TASK REQUIREMENTS.
Below are entries. Copy exactly the lines running from the line that holds "20l-8-8c-3-5 5-10 8-4" to the line that holds "<!-- minor -->", with both ends included.

(Collected data)

☆ ☆ ☆ ☆ ☆ ☆ ☆

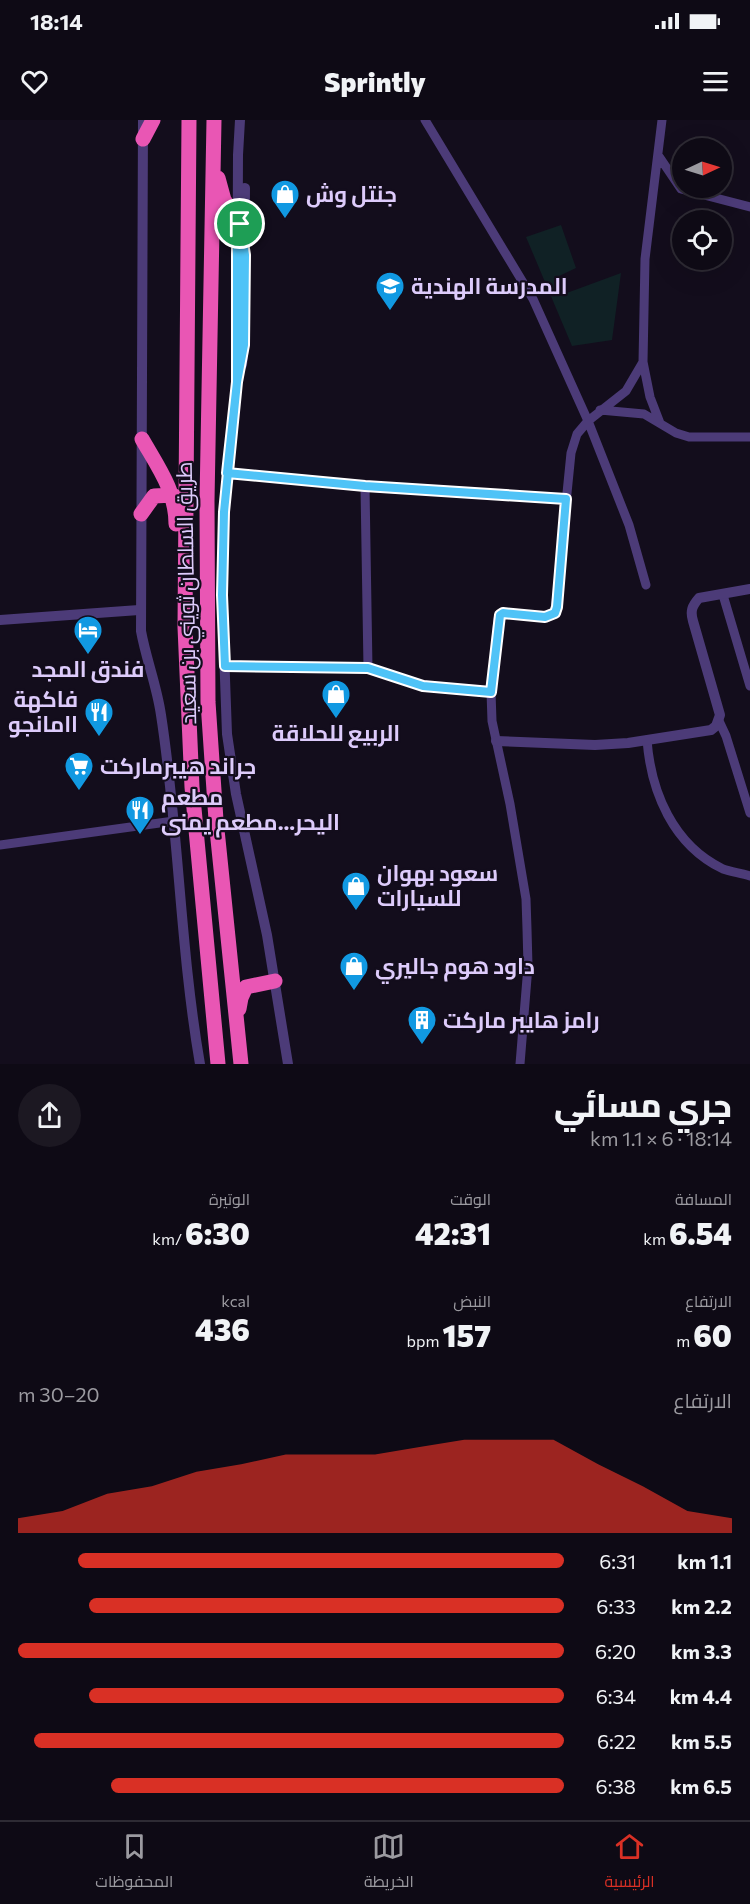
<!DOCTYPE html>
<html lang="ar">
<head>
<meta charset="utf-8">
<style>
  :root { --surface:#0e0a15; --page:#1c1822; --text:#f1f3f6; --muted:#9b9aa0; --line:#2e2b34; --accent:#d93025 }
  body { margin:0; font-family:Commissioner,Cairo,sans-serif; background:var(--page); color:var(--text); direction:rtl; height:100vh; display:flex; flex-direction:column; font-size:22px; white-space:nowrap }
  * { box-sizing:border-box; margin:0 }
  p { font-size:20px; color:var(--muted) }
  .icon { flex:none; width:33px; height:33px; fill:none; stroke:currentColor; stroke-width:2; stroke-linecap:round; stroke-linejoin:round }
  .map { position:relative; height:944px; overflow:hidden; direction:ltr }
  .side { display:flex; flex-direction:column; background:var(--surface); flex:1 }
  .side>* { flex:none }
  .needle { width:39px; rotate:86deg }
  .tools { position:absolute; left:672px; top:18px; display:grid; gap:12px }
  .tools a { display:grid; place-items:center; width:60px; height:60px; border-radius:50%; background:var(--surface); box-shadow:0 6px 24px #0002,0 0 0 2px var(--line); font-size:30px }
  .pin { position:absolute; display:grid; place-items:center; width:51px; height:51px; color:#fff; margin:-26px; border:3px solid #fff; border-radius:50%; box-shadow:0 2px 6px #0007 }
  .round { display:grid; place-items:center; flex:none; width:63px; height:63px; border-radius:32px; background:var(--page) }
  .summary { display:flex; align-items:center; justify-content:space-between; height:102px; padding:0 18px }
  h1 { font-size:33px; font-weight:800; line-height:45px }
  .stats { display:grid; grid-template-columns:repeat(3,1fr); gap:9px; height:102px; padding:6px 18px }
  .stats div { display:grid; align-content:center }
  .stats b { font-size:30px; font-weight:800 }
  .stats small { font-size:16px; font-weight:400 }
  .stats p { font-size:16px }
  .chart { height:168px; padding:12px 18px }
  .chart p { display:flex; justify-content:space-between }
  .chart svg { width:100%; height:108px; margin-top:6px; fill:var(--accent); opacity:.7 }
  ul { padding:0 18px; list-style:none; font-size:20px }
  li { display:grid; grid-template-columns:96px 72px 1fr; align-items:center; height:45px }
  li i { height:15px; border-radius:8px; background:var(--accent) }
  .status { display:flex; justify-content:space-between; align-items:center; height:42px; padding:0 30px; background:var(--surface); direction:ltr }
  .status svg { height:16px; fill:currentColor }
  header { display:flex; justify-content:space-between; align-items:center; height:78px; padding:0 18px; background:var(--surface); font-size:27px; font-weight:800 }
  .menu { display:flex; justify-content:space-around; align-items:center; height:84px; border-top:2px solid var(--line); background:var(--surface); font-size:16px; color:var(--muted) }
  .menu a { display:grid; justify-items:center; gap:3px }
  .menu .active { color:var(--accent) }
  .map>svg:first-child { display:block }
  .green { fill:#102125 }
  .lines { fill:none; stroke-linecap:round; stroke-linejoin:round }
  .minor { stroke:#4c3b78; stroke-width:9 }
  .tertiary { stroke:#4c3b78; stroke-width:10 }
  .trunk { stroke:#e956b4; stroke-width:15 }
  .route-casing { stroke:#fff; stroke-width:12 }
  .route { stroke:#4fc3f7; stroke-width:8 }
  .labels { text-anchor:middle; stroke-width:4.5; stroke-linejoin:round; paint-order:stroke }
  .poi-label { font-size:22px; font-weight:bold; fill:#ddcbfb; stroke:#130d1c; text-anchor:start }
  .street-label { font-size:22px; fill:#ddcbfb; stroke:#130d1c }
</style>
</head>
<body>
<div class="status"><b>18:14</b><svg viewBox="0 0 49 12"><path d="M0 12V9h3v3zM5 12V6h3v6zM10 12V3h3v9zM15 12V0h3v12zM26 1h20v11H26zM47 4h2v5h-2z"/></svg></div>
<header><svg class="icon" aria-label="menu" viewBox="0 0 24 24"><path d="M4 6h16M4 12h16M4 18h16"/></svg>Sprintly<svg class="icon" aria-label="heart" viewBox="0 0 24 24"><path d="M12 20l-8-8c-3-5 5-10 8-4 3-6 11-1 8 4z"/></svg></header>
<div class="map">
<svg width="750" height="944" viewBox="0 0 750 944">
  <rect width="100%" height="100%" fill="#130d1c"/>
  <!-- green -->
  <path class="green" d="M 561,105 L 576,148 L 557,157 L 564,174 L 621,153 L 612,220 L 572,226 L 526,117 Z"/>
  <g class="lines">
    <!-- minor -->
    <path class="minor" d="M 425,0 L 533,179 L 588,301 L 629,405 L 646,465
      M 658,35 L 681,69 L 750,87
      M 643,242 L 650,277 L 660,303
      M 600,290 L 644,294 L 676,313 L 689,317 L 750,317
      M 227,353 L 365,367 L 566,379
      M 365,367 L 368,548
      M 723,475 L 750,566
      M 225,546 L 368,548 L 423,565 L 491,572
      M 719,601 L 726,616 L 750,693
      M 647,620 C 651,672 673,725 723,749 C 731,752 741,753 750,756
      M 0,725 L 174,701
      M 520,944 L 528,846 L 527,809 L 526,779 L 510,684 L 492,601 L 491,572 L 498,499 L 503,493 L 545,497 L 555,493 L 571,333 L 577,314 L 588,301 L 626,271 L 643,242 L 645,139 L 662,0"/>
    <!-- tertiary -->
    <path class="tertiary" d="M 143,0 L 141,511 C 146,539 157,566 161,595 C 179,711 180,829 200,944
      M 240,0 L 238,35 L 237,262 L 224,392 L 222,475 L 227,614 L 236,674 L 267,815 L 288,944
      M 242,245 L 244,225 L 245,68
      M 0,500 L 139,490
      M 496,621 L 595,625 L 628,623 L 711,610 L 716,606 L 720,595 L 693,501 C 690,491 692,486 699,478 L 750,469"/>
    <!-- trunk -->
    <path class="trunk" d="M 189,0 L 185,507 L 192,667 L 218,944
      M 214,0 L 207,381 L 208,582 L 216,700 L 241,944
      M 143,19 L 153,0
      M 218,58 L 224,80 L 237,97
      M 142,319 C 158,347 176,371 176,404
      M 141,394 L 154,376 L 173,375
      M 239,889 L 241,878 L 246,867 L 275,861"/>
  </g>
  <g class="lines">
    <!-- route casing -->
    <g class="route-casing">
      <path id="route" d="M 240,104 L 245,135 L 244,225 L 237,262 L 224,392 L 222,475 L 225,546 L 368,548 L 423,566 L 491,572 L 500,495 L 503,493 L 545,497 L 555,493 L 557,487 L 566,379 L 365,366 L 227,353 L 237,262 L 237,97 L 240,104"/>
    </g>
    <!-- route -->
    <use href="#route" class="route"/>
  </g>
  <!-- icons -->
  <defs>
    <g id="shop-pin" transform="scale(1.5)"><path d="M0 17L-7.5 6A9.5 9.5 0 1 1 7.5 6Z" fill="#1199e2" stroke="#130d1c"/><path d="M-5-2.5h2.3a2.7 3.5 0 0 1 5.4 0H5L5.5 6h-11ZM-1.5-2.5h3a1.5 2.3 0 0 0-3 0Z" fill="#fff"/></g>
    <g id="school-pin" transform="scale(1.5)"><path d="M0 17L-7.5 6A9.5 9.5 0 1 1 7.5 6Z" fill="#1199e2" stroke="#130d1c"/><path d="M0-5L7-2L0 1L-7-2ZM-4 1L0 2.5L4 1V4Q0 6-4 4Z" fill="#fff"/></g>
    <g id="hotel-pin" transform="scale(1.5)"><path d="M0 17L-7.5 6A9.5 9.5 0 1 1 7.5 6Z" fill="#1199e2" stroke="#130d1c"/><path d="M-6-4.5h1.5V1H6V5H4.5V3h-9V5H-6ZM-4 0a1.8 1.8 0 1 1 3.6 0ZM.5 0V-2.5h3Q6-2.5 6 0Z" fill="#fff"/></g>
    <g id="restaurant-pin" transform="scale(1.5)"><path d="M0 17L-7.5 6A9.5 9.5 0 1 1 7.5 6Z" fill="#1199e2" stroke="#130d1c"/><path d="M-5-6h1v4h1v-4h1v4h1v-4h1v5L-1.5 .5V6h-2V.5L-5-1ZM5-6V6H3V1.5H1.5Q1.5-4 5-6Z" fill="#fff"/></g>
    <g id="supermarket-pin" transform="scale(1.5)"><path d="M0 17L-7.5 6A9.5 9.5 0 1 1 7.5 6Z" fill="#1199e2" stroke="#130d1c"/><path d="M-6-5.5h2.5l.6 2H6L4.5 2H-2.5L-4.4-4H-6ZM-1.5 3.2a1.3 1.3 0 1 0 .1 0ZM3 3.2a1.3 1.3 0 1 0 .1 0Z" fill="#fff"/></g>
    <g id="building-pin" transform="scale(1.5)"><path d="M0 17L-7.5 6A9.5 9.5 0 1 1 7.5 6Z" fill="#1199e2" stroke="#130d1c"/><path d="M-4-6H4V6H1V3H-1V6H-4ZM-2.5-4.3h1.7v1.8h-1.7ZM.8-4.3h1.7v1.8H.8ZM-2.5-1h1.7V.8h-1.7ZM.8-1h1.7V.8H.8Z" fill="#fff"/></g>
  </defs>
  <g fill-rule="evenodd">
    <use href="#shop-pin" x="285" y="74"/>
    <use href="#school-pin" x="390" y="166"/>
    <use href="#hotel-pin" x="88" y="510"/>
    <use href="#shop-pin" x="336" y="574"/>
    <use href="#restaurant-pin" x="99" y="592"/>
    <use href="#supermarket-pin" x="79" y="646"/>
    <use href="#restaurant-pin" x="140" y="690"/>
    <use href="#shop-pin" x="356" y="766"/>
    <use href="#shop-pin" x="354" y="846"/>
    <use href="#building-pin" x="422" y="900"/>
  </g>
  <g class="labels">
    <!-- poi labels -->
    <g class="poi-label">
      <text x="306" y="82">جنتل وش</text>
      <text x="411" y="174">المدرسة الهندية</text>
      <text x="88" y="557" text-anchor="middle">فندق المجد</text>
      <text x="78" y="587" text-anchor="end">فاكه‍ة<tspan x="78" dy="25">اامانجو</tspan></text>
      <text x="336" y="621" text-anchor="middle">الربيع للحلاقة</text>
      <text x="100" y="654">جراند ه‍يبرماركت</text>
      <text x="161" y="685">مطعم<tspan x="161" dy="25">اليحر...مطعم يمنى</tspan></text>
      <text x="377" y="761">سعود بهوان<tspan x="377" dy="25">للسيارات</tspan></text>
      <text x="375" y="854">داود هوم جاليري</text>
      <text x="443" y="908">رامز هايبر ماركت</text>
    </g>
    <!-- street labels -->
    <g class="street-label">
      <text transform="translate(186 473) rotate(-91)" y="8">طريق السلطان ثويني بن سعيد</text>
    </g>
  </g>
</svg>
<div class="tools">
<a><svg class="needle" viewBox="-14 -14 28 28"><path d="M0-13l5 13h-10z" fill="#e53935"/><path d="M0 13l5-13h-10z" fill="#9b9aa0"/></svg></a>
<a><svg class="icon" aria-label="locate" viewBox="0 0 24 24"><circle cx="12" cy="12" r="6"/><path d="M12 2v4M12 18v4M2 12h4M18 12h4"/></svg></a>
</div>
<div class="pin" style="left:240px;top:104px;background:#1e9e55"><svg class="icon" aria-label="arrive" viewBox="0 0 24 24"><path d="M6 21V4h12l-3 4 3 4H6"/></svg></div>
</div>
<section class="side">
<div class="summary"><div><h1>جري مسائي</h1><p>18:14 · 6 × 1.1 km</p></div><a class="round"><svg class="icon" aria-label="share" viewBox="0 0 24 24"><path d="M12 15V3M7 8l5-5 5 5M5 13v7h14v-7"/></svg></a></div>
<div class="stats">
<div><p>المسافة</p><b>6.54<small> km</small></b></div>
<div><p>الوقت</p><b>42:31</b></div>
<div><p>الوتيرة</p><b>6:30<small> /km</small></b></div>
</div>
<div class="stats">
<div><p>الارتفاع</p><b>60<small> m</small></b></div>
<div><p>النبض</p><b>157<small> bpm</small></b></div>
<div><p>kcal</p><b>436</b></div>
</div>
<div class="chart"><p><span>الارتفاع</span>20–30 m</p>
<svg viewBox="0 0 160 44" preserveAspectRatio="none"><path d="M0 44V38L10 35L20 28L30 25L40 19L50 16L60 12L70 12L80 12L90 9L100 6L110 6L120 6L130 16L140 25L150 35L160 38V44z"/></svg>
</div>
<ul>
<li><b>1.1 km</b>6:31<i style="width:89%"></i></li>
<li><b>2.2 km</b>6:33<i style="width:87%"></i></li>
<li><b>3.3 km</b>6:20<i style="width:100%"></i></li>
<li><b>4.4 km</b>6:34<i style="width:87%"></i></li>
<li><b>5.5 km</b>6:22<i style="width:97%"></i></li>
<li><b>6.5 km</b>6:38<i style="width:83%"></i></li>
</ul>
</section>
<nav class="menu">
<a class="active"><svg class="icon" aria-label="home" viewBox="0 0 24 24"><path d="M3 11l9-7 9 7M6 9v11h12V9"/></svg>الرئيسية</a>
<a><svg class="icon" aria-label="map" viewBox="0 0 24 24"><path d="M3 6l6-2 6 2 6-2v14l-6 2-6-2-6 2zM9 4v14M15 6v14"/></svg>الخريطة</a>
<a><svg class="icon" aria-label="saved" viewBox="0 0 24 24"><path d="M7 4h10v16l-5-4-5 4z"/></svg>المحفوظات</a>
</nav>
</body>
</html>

☆ ☆ ☆ ☆ ☆ ☆ ☆

EXERCISE OUTPUT.
<header><svg class="icon" aria-label="menu" viewBox="0 0 24 24"><path d="M4 6h16M4 12h16M4 18h16"/></svg>Sprintly<svg class="icon" aria-label="heart" viewBox="0 0 24 24"><path d="M12 20l-8-8c-3-5 5-10 8-4 3-6 11-1 8 4z"/></svg></header>
<div class="map">
<svg width="750" height="944" viewBox="0 0 750 944">
  <rect width="100%" height="100%" fill="#130d1c"/>
  <!-- green -->
  <path class="green" d="M 561,105 L 576,148 L 557,157 L 564,174 L 621,153 L 612,220 L 572,226 L 526,117 Z"/>
  <g class="lines">
    <!-- minor -->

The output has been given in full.